READ MORE: Man in middle of Sergio Pino murder-for-hire plot gets about 20 years in prison
The Pino families’ settlement agreement removes Carlos Pino’s initial claim that he should be the personal representative of his brother’s estate, as Sergio Pino allegedly directed in a will that he signed on March 11, 2024. Judge Colodny never appointed him to that role, instead naming a neutral lawyer as the curator in charge of the estate’s assets.
So far, no judge has found that will to be valid, though it figured significantly in Tatiana and Sergio’s divorce proceedings before his death and continues to be a major issue in disputes over his estate.
In addition, several other legal claims made by Carlos Pino are now resolved. He has agreed to give up his stake in Sergio Pino’s vacation home in Key Largo valued at about $2 million, so it will go to Tatiana Pino.
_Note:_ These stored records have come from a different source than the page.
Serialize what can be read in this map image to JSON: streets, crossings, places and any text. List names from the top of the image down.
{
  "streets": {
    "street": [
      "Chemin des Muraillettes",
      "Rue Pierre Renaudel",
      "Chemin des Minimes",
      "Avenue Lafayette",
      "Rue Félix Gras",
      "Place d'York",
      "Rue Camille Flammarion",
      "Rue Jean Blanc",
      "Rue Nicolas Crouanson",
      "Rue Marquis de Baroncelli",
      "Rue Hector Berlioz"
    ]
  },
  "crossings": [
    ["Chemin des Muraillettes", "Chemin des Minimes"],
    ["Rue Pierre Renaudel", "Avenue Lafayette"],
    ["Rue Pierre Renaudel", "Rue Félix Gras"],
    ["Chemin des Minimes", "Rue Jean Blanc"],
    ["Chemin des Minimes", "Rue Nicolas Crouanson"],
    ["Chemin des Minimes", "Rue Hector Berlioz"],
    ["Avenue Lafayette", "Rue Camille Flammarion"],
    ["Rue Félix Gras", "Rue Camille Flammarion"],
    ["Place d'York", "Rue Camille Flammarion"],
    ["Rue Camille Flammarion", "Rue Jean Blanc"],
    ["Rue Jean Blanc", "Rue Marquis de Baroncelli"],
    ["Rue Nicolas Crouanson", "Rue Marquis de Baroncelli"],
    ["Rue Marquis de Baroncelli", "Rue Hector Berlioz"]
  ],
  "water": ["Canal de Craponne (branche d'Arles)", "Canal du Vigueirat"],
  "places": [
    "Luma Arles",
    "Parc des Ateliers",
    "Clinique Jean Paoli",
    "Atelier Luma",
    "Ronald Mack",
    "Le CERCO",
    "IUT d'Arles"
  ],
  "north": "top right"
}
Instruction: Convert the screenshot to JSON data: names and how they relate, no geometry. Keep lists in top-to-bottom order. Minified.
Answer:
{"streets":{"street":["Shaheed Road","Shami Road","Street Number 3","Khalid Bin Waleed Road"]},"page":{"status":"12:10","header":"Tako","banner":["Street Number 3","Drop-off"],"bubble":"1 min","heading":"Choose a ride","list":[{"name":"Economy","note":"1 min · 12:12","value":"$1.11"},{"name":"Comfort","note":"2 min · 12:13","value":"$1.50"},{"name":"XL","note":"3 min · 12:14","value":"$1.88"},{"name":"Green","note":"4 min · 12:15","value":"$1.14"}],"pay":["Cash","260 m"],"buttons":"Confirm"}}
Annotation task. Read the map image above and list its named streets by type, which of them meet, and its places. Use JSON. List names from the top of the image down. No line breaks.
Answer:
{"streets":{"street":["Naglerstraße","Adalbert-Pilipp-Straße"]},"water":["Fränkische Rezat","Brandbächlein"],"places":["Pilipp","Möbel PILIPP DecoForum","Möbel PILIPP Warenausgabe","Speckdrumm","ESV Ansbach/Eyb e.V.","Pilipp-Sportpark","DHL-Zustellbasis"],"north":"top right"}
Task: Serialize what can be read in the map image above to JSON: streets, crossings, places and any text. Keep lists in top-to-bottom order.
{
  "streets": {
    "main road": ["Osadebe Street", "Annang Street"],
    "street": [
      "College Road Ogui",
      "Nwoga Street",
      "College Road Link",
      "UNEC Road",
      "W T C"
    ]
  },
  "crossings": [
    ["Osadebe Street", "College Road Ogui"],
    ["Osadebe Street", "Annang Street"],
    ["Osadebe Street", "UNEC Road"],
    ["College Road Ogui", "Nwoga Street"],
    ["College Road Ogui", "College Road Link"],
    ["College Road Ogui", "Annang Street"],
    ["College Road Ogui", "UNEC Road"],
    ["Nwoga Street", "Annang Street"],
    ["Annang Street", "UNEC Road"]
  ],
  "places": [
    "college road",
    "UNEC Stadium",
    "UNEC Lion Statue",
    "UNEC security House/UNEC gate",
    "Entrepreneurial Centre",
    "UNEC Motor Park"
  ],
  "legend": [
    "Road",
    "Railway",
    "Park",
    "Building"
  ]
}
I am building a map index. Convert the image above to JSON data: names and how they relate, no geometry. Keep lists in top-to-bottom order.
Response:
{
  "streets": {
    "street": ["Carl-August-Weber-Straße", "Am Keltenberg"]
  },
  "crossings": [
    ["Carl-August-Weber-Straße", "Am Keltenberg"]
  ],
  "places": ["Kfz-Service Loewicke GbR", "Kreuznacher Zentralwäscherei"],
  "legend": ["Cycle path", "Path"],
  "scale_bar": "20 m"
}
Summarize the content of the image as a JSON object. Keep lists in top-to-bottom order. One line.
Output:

At the same time, Pino’s former development company, Century Homebuilders Group — now run by Tatiana — has agreed to forgive a promissory note for $691,470 that was owed by Carlos Pino, who heads the family’s original plumbing wholesale business founded by the brothers’ father.
Tatiana to run Century Homebuilders
Lawyers on both sides of the Pino family feud expressed relief over the settlement agreement.
“All of the disputes between the Pino family members have been amicably resolved,” Carlos Pino’s lawyer, Sergio Mendez, told the Miami Herald. “Carlos Pino looks forward to reconciling the family differences.”
Tatiana Pino’s lawyer, Glen Waldman, called the resolution a “very significant step.”
“We now have certainty that Tatiana Pino can continue to run Century Homebuilders Group,” Waldman said. “This also removes an impediment and creates a path to work with the curator to resolve other issues in the estate.”
Ex-girlfriend still fighting over Pino’s assets
Among the various estate-related lawsuits: Tatiana Pino is fighting with her husband’s former girlfriend, who worked as a sales agent for Century Homebuilder’s Midtown Doral project, a complex of condos, a clubhouse and a restaurant. She’s also battling the development company’s former chief operating officer, who claims an equity stake in the firm.
Tatiana’s settlement with Carlos Pino and his family — negotiated through mediation led by Miami attorney Bruce Greer — followed another important step for her.
In mid-July, Tatiana fortified her position in the estate case when she reached a prior settlement agreement with her two grown daughters from her marriage with Pino as well as with the two adult children from Pino’s prior marriage, according to her probate lawyer, Waldman, and divorce attorney, Ray Rafool.
The settlement, approved by Judge Colodny, said Tatiana was entitled to full ownership of Century Homebuilders, the biggest of the couple’s marital assets, with two dozen residential developments across Florida.
READ MORE: With millions at stake, Sergio Pino’s wife reaches key settlement in estate case
The settlement also reinforced an operating agreement set up by Pino in 2013 when he founded Century Homebuilders and listed himself as owning half of the company and his wife the other half, the lawyers said. When he died last year, his ownership half automatically transferred to Tatiana under the terms of the agreement, they said.
She is listed as Century Homebuilder’s president, according to the company’s website. Her two daughters also work there.
In the months and days before Pino killed himself, he arranged to transfer his half ownership of Century Homebuilders to a newly created trust benefiting the company’s longtime chief operating officer, Pedro Hernandez, and a few other senior employees.
Pino carried out this change despite a Miami-Dade judge’s order in the couple’s long-running divorce case that prohibited him from disposing of their marital assets, according to her lawyers. Tatiana’s divorce petition, filed in 2022, was not finalized before Pino’s death last summer.